Longing for her divine lover, so that her love may be consummated, Aandal's body becomes the site of revelry:
"Only if he will come
To stay with me for one night
If he will enter me
So as to leave
The mark of His saffron paste
Upon my breasts
Mixing, churning, maddening me inside
Gathering my swollen ripeness
Spilling nectar
As my body and blood
Bursts into flower."
These songs openly indicate the expression of an uninhibited desire....a desire unchecked by social norms. Her femininity is starkly feminist because she does not need anybody to tell her the rights and wrongs of her feelings. Needless to say, her father's anxiety grew by leaps and bounds. Lord Ranganath, it is said, asked him to bring Aandal to the Srirangam temple as a bride, where on an auspicious day, he would marry her. When Aandal was ceremoniously brought to the temple and taken to the inner sanctorum, she merged with the image of her divine bridegroom and disappeared.
The overwhelmed Visnucitta was consoled by a divine voice which proclaimed that his daughter indeed, stood married to the lord. He was asked to consecrate a temple with images of Aandal and Ranganath.
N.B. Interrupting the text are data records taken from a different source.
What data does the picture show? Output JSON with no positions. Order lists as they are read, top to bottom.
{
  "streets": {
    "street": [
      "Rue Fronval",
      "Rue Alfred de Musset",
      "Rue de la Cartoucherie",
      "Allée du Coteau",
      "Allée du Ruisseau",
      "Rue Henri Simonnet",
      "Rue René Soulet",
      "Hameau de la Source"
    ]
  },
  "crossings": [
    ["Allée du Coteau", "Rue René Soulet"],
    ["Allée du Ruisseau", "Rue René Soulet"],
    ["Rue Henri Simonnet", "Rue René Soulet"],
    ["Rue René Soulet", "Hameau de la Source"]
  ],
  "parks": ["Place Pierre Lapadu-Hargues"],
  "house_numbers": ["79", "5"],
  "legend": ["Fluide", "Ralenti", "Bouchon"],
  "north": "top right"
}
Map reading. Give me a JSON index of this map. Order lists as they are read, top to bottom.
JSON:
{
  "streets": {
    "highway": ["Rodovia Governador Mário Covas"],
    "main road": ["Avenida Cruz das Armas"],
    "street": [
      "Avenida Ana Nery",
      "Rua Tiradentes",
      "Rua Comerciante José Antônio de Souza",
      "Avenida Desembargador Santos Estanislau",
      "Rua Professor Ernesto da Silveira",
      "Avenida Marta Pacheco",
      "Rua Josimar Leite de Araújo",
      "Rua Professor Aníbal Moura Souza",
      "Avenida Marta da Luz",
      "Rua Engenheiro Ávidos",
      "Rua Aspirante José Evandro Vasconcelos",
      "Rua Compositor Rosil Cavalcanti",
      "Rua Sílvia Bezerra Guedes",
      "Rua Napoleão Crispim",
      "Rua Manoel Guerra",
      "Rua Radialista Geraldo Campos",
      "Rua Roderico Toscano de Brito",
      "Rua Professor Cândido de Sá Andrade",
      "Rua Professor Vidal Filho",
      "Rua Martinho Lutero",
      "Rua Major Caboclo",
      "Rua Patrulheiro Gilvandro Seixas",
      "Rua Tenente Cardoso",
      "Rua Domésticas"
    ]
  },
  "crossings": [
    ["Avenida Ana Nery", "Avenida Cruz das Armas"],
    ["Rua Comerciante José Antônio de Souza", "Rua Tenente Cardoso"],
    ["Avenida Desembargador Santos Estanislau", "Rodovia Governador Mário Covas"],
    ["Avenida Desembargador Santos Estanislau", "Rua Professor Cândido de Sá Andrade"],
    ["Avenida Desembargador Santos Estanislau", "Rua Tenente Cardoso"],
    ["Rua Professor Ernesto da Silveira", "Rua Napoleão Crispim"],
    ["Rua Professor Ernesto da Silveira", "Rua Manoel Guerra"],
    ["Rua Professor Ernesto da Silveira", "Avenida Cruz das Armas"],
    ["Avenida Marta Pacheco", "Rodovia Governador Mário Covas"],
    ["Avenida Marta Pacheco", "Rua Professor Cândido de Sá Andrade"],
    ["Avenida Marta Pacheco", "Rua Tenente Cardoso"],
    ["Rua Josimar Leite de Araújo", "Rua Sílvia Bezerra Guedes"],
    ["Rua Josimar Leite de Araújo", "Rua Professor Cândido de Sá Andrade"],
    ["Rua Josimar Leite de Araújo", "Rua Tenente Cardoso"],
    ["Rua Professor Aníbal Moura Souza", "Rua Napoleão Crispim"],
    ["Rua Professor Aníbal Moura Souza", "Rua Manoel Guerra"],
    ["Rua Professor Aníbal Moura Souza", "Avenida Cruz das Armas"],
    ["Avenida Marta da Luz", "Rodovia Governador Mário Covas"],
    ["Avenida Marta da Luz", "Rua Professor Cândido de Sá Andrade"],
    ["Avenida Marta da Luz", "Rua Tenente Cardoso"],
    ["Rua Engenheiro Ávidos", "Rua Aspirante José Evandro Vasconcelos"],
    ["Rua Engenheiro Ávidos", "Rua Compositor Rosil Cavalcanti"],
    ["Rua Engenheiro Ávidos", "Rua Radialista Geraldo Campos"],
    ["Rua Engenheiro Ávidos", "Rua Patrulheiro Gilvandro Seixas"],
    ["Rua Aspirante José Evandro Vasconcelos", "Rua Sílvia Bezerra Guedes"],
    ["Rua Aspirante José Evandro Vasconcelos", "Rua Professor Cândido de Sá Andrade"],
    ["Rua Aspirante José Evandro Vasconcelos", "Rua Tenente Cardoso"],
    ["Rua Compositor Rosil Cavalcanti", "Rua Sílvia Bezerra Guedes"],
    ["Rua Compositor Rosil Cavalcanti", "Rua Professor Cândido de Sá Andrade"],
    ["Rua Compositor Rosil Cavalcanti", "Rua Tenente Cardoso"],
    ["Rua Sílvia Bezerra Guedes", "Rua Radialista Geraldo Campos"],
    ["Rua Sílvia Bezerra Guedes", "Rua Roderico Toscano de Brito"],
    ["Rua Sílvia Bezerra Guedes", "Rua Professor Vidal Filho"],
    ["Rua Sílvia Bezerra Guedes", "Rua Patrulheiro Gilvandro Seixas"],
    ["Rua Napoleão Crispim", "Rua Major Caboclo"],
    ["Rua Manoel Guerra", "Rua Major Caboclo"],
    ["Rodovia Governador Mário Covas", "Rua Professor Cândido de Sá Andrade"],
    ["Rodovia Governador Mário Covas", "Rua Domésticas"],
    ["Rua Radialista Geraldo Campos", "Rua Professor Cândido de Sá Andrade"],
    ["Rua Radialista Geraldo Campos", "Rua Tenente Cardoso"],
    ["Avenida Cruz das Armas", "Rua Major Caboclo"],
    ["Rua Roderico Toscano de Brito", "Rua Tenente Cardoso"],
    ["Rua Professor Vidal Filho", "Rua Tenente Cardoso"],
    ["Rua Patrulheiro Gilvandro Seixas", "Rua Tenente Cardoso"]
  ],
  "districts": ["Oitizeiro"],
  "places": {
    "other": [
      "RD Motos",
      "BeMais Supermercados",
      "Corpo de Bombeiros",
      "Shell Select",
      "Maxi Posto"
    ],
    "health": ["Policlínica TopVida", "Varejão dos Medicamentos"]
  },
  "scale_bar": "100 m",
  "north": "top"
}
Aandal has come to be regarded as Bhudevi, or the Earth Goddess, the consort of Lord Vishnu.
Aandal's songs are compiled in Tiruppavai, a collection of 30 songs and also Nacciyar Tirumozhi, having 143 verses. Unlike Akka Mahadevi, Aandal does not negotiate marriage. She stands resolute and chooses a direct resolution of the issue. However, their bodies, or their sexuality are never an embarrassment to them. The body becomes the site, through which, devotional love is expressed and bravely! Aandal's love is amazingly frank and her unfulfilled longings have never been the cause of shame. She is set, in her mind, to be a bride and this legitimacy of love, incorporated her creative freedom in the modern day rituals of women, where the songs of Aandal are sung and celebrated in marriages by single and married women, alike!
It is to be noted that all these women mystics stood extremely free with regard to the choices they made in life. While the initial waves of the feminist movement rocked the western world in the 19th century, it is equally refreshing and amazing to see, that these Indian women were already articulating feminism actively in their lives, without even feeling the need to be vocal about it! So respectably resolute were they, that even the divine bowed to their wishes. These examples, do not only prove the legitimacy of choices in Indian women's lives, they also indicate the existence of a feminist divinity, where the desires of women were fulfilled by men claiming to love them, either as wives or daughters! This, I feel is a very important recognition in the entire culture back then, which lends it a beautiful feminine mystique, as it were. Parched like dry lands, love for most of these women becomes the pollen of bloom, the petrichor of the body and the first dewdrops of the freshly arrived winters. Love here was not demeaning. It was a fulfilling emotional experience. It indicates that women in India, were relatively free in the exercise of conjugal choices. Where then, have we, in the years coming after, gone wrong!?
Continued to be celebrated in poetry and festival; Aandal's life and works continued to inspire lives and creation of countless women. Shri Aandal was a 1948 film, documenting the life and times of Aandal. However, no prints of it survive and it is a lost film. Meanwhile the mystic journey continues in memory with her songs resonating in most Tamil Households during the months of Marghazi, i.e. December to January.